- **RECORDS FOR THE EXERCISE**:
'''
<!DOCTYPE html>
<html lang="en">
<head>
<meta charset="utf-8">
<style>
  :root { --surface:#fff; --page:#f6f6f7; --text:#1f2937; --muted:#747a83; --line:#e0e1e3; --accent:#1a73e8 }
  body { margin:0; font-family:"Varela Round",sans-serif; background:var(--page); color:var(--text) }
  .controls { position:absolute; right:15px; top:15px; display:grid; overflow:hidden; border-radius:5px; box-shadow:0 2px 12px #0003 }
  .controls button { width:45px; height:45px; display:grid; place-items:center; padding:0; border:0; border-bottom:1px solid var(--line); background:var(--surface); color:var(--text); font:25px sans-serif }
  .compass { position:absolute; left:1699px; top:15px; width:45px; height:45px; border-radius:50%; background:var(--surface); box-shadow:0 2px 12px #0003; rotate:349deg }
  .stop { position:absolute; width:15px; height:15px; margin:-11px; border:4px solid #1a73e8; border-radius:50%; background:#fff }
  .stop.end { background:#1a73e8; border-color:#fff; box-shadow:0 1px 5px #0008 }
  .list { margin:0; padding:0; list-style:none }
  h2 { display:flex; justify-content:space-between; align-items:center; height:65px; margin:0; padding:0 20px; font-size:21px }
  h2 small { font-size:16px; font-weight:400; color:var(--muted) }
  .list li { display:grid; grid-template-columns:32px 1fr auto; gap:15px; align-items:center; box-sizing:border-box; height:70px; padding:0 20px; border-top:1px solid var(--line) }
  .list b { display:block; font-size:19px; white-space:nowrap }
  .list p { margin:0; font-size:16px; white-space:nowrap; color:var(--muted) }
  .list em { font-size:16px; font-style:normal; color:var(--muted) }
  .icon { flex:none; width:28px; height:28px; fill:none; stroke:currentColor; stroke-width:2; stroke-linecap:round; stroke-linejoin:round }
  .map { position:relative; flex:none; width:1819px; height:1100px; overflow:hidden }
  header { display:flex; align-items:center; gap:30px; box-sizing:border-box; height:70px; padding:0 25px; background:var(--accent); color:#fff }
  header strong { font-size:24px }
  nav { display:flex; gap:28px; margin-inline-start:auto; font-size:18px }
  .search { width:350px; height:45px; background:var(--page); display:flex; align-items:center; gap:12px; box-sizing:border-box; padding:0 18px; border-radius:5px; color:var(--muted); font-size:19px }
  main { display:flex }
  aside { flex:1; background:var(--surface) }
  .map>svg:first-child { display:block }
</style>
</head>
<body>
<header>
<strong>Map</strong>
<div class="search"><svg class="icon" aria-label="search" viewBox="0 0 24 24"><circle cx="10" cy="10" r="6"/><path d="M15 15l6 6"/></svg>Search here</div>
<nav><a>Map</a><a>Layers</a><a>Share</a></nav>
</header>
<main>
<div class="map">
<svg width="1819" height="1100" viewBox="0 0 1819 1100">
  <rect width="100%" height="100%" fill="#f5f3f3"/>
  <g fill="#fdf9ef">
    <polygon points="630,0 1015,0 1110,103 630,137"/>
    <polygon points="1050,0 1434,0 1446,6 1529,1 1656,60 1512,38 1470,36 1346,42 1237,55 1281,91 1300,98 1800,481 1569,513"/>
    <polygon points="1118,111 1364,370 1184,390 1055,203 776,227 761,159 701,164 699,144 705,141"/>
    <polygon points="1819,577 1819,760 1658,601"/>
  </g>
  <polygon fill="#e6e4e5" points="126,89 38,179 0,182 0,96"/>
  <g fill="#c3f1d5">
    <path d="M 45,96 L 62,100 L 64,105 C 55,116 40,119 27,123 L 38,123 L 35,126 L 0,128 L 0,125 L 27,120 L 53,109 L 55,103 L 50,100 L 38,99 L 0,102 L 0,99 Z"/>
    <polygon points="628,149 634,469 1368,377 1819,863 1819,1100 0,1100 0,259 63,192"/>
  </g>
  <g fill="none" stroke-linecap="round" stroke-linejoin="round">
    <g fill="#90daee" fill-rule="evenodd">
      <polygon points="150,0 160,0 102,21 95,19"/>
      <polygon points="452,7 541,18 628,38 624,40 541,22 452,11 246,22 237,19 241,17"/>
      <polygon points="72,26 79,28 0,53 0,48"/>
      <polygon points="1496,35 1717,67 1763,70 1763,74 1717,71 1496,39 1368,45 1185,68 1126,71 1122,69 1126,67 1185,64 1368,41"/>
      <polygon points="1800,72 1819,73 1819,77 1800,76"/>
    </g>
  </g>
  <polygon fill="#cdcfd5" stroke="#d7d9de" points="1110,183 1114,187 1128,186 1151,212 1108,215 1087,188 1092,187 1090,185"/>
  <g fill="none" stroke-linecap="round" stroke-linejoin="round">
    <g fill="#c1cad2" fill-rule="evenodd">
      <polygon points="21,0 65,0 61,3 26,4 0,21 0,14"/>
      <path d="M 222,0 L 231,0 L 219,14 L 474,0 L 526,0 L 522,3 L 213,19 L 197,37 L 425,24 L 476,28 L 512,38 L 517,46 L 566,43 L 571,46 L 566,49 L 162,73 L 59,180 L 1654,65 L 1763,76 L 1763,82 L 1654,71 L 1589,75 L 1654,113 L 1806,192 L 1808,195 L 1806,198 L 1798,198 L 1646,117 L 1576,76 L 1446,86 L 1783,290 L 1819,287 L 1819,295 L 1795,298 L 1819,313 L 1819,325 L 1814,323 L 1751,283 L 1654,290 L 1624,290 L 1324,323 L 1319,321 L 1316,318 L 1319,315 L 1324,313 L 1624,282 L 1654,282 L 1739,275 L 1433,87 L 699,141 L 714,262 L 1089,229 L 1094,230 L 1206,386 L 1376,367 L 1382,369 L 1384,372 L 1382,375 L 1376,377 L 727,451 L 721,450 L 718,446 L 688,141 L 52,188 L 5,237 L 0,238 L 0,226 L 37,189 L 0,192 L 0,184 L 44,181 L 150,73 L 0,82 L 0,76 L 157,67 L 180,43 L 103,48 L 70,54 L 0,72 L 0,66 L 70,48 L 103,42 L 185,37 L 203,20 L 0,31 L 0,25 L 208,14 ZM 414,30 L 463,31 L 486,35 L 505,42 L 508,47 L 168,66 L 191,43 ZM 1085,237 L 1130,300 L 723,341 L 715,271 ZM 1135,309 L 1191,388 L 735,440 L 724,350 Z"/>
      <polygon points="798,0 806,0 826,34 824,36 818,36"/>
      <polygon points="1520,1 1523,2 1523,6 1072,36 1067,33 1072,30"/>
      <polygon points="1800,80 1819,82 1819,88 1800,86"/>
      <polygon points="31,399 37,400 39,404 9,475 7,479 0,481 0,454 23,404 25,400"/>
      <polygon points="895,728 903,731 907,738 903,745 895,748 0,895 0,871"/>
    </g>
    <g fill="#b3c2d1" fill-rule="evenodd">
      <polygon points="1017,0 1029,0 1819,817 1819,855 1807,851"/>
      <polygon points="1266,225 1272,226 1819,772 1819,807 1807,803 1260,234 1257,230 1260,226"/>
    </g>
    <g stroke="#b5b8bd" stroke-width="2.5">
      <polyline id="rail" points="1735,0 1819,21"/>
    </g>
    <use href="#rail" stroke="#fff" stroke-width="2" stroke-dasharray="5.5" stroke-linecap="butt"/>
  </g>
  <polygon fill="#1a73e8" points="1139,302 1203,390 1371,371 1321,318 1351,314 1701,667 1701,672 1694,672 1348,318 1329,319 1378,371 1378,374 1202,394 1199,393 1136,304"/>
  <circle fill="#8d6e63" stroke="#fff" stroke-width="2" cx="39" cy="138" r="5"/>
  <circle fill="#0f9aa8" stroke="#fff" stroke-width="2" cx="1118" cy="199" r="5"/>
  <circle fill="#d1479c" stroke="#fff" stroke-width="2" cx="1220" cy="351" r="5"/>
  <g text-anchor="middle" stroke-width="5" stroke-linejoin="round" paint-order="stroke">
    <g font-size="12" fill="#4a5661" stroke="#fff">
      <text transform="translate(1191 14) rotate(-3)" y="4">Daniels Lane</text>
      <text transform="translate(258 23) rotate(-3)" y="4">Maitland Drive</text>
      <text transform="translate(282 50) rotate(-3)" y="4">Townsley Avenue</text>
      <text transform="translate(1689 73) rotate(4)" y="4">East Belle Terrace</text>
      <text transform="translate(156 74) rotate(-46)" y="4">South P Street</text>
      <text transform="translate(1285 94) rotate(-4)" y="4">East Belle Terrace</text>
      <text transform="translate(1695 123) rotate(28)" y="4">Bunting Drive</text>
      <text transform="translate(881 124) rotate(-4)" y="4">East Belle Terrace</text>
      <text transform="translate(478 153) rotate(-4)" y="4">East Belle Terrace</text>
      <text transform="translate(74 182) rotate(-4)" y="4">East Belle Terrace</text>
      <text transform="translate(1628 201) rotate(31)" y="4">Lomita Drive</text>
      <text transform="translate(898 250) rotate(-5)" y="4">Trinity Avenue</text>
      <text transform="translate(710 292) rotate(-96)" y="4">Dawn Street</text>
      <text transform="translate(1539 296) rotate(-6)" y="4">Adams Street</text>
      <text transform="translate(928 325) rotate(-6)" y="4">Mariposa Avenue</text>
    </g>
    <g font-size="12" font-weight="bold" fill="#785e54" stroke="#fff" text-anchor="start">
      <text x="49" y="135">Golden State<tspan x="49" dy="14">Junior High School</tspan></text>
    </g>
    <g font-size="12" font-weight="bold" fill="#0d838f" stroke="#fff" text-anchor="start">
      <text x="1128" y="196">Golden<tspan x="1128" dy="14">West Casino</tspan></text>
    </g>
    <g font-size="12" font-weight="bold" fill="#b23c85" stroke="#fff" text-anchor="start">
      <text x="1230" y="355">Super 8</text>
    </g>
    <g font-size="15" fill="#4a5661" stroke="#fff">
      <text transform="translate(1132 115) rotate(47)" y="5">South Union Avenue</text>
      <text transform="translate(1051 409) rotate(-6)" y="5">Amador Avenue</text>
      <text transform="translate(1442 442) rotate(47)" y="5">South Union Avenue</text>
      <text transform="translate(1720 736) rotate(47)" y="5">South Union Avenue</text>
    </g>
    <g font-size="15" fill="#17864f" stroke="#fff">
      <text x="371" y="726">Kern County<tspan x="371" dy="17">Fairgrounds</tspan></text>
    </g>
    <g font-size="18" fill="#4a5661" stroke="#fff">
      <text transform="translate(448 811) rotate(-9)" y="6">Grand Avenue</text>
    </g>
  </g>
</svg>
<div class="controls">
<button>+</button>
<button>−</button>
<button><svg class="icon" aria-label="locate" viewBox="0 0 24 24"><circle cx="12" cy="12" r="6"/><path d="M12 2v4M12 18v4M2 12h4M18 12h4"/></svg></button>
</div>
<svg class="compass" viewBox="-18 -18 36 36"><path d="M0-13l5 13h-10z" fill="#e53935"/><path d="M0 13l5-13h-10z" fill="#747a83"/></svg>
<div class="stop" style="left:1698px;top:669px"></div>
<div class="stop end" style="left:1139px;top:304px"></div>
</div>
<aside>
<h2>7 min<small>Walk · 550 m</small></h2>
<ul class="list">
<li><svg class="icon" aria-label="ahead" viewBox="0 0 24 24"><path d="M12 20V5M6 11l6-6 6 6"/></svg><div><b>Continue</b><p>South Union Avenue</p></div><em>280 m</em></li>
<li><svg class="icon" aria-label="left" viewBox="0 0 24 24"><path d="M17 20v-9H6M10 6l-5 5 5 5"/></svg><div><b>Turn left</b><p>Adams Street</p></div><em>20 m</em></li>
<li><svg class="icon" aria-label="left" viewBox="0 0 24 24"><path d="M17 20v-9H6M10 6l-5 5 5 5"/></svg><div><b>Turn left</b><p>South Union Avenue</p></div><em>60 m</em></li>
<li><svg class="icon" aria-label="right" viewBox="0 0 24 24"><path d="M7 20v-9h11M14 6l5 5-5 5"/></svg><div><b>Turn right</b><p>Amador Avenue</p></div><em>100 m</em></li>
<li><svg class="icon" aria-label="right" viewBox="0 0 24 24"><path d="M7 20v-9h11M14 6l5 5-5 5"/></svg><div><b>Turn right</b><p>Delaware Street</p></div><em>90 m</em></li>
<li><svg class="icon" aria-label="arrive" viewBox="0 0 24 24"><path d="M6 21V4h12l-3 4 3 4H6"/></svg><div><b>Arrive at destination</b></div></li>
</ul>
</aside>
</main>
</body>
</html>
'''
- **TASK DIRECTIONS**: Extract, please, the lines from the start of the entries above through the one with "width:45px; height:45px; display:grid;", both included, reproducing each exactly and adding nothing.

- **SOLUTION FOR THIS TASK**:
<!DOCTYPE html>
<html lang="en">
<head>
<meta charset="utf-8">
<style>
  :root { --surface:#fff; --page:#f6f6f7; --text:#1f2937; --muted:#747a83; --line:#e0e1e3; --accent:#1a73e8 }
  body { margin:0; font-family:"Varela Round",sans-serif; background:var(--page); color:var(--text) }
  .controls { position:absolute; right:15px; top:15px; display:grid; overflow:hidden; border-radius:5px; box-shadow:0 2px 12px #0003 }
  .controls button { width:45px; height:45px; display:grid; place-items:center; padding:0; border:0; border-bottom:1px solid var(--line); background:var(--surface); color:var(--text); font:25px sans-serif }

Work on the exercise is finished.